Prompt: Sort through the entries below and pull out lines containing the word "Math".

Stored items:

----

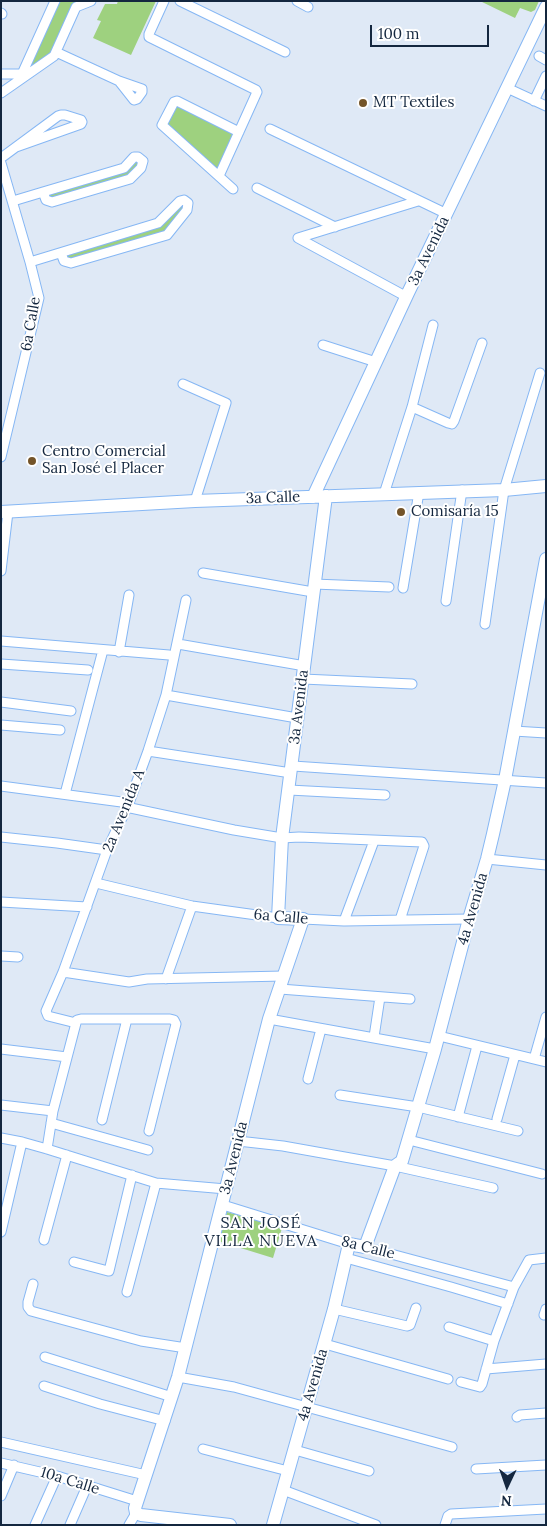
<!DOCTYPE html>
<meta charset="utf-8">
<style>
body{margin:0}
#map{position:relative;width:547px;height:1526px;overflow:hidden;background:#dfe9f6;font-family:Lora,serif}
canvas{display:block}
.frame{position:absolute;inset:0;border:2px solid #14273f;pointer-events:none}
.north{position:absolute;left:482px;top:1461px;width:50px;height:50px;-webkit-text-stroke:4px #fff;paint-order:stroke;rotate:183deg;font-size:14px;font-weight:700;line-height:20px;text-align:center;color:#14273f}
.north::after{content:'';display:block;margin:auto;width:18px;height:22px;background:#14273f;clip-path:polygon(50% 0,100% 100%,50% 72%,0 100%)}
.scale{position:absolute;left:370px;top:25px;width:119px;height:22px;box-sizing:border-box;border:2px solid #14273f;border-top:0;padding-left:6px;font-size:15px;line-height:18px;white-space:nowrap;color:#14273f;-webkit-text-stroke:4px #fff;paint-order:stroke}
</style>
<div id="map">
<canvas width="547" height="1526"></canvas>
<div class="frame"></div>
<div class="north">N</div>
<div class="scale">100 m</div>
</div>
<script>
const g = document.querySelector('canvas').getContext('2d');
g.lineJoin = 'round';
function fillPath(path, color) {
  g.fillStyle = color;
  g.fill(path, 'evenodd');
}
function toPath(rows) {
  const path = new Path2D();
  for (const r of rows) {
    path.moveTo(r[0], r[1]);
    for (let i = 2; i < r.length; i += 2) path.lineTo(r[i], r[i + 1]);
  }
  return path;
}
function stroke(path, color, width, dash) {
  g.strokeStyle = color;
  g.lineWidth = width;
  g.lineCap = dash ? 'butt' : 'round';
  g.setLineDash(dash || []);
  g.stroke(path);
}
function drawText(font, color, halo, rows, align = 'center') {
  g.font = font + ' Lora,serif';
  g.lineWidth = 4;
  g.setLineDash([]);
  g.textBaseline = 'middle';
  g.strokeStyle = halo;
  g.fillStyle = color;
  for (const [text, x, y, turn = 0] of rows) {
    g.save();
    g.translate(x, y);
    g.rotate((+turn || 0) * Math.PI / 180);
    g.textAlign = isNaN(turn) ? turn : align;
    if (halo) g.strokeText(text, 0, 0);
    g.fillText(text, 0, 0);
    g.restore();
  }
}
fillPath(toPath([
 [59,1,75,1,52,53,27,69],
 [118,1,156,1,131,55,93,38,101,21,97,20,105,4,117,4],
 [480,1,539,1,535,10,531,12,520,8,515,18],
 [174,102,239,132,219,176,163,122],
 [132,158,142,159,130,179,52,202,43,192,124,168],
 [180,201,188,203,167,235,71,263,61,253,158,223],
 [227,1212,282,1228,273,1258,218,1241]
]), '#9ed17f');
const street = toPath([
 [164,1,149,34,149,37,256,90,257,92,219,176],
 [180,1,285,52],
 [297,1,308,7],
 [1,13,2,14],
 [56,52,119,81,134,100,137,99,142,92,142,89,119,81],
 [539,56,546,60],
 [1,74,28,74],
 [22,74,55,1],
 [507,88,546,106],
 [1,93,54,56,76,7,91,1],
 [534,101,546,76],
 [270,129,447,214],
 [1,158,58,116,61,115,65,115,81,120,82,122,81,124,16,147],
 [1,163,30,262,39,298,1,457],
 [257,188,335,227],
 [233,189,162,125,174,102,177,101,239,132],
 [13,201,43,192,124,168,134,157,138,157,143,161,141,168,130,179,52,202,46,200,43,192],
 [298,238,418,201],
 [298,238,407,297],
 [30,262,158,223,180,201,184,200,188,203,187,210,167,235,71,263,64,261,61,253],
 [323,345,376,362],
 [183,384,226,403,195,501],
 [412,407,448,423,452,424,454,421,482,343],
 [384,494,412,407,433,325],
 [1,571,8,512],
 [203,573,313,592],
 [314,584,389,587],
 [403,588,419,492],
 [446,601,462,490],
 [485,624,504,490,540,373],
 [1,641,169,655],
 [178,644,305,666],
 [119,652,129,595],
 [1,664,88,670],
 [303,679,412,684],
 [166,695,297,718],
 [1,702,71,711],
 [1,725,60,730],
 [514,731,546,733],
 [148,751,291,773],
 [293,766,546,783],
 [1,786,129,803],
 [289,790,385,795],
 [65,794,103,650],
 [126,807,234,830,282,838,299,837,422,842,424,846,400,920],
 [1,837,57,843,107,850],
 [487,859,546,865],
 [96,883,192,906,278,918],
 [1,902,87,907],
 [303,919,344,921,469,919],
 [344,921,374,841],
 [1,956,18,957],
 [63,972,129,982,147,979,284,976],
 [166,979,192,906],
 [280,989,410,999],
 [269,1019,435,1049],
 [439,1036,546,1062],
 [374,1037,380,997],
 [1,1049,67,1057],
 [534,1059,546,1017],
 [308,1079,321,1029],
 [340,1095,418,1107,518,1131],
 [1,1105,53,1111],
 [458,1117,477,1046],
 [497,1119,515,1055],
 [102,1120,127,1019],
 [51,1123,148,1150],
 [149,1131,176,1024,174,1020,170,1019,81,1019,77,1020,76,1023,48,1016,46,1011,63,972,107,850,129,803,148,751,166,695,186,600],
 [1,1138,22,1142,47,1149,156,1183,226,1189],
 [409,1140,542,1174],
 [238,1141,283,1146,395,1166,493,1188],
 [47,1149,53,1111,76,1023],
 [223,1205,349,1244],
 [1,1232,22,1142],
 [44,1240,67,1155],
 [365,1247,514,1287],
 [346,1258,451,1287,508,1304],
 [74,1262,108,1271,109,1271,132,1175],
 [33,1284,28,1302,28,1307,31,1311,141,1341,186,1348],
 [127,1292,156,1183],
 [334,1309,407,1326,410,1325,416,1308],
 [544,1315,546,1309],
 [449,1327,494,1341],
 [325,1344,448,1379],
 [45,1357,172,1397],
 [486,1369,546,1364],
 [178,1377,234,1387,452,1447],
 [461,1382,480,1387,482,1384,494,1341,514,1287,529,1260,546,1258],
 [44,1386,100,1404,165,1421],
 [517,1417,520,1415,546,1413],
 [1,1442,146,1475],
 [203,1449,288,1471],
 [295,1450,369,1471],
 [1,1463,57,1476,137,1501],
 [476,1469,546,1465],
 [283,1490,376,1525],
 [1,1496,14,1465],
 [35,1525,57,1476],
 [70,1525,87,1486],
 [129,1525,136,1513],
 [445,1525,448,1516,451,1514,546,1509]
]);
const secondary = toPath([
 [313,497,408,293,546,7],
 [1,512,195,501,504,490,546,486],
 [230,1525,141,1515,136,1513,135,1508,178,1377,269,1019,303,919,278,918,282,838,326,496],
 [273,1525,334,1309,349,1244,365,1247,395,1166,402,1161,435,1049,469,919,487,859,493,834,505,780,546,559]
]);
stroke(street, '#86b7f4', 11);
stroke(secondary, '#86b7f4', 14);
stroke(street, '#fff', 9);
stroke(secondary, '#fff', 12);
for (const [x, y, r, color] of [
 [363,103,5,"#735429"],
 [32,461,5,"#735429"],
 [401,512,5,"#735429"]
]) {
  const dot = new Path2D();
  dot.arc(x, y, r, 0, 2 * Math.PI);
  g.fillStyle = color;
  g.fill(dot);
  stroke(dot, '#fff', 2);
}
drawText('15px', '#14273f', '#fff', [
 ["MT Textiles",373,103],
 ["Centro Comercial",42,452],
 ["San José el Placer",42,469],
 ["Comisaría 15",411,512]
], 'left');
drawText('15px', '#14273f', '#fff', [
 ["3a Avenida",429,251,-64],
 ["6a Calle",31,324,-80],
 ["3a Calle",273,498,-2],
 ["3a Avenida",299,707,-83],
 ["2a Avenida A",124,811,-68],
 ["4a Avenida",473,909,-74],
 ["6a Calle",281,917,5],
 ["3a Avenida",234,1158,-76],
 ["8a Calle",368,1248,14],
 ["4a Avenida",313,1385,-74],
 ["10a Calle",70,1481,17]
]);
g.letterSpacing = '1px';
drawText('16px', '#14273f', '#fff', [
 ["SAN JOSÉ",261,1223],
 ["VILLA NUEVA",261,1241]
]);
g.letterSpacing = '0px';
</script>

----

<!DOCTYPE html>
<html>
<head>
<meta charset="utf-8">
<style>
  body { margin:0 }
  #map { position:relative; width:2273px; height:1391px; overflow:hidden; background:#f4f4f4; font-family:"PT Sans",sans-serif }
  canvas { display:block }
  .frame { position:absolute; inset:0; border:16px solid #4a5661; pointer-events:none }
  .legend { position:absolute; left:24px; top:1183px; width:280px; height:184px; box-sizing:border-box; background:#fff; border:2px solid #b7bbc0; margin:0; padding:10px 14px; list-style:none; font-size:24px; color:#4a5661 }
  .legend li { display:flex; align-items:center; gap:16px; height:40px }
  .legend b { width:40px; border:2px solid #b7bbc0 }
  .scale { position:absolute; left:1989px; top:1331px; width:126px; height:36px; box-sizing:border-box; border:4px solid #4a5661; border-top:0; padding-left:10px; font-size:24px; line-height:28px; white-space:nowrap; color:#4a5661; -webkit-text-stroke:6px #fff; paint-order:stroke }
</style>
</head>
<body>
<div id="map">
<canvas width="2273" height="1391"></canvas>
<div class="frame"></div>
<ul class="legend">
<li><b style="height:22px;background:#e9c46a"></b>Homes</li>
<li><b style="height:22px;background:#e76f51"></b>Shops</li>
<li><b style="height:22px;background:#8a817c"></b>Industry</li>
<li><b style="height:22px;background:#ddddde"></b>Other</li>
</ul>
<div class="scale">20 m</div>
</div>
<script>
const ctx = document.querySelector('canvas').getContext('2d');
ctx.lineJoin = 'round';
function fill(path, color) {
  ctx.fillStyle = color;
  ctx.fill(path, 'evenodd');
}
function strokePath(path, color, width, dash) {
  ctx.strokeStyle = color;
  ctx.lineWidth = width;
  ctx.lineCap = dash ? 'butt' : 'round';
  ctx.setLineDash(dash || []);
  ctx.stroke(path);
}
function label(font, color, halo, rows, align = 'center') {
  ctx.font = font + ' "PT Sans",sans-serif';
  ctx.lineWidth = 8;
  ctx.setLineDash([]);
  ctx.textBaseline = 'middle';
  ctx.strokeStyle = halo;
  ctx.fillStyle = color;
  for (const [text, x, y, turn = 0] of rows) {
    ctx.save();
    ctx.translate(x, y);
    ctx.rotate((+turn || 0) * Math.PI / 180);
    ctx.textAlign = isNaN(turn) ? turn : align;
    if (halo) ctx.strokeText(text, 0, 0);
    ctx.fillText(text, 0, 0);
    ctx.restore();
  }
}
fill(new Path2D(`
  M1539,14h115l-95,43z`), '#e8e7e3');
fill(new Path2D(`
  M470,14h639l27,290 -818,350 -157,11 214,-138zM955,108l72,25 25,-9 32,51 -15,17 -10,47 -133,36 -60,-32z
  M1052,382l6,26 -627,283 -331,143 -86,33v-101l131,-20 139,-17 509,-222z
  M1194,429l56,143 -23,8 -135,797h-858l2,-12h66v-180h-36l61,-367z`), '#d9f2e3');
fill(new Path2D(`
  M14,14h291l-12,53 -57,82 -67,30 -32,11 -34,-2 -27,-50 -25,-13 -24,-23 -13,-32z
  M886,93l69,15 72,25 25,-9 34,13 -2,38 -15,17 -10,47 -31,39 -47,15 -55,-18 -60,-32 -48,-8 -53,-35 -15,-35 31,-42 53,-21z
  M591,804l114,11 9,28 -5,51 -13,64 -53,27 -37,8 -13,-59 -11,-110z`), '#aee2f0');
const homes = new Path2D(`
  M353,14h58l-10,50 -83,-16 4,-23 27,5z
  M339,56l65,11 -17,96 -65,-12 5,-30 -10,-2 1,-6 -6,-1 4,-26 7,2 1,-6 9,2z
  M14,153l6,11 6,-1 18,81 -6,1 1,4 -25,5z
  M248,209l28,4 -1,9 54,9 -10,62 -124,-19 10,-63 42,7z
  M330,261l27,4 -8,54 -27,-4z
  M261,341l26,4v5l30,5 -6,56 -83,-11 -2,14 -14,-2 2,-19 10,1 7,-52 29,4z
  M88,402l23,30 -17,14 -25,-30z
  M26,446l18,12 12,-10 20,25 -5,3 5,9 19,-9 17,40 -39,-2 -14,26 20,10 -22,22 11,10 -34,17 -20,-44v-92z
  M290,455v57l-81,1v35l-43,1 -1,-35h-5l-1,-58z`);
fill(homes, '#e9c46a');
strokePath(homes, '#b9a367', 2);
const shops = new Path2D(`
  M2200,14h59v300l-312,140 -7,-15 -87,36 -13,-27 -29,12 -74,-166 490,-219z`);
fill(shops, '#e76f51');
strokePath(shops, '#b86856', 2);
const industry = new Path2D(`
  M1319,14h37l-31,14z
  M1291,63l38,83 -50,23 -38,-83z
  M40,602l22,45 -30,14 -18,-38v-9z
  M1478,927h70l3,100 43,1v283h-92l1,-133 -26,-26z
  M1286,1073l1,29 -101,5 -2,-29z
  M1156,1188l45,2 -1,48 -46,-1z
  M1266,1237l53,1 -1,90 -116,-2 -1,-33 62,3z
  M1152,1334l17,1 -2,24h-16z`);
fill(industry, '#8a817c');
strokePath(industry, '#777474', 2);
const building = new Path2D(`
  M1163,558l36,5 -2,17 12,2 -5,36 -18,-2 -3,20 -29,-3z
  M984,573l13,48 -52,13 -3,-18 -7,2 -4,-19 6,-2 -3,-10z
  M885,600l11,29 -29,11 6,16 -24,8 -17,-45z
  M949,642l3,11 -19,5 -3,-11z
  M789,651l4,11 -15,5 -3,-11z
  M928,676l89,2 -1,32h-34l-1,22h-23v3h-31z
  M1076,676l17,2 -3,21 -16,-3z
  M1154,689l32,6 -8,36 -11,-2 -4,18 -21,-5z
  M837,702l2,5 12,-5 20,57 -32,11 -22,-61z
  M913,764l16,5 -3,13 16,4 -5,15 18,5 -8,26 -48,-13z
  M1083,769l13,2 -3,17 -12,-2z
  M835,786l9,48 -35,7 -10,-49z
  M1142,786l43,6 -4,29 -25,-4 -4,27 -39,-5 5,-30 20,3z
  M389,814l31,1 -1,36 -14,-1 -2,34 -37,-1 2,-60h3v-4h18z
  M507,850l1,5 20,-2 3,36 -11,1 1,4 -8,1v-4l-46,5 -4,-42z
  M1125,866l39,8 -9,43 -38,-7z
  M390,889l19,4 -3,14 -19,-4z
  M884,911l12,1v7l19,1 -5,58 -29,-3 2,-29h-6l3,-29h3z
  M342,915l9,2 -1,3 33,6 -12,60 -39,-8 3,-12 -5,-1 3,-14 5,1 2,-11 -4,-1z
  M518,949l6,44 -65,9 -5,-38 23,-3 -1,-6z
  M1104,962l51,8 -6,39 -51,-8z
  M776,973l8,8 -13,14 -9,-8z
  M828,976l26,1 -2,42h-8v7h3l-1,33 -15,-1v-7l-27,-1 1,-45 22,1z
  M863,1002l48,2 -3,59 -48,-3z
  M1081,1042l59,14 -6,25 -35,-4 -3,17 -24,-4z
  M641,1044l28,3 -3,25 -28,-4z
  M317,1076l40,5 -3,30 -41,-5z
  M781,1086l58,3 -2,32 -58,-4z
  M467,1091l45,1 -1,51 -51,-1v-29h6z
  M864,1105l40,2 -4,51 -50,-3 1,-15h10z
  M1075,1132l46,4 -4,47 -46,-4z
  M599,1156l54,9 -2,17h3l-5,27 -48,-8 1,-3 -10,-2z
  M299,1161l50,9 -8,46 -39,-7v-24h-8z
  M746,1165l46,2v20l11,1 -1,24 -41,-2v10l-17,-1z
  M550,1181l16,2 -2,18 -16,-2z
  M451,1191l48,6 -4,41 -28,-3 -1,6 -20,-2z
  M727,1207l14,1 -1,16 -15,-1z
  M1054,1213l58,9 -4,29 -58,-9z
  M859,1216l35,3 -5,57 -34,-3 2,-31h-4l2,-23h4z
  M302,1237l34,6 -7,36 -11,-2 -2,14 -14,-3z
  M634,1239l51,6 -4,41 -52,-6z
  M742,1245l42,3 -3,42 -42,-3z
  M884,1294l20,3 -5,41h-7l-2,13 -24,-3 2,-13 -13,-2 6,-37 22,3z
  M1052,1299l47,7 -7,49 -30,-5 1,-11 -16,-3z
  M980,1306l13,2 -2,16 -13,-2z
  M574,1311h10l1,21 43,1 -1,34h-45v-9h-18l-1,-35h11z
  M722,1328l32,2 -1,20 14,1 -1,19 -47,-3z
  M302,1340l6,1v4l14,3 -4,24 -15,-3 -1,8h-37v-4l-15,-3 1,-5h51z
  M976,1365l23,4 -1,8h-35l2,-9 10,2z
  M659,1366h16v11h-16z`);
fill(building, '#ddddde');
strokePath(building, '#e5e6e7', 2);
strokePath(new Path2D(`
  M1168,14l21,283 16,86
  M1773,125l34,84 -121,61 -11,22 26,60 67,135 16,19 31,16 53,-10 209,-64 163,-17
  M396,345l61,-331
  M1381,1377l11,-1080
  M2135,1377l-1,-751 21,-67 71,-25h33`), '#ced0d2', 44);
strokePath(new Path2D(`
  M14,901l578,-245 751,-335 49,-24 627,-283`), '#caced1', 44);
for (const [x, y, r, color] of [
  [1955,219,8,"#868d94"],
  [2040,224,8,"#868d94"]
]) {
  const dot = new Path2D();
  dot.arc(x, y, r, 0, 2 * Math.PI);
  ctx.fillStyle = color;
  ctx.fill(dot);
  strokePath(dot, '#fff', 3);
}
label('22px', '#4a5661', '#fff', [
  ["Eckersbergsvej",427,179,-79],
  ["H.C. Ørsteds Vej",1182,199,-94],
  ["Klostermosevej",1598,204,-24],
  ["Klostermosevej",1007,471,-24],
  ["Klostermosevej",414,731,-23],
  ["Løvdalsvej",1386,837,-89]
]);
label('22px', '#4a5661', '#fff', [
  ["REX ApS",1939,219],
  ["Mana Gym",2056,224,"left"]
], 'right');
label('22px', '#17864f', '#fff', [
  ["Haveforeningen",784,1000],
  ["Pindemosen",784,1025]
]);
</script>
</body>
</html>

----

Response for this exercise:
    g.rotate((+turn || 0) * Math.PI / 180);
  dot.arc(x, y, r, 0, 2 * Math.PI);
    ctx.rotate((+turn || 0) * Math.PI / 180);
  dot.arc(x, y, r, 0, 2 * Math.PI);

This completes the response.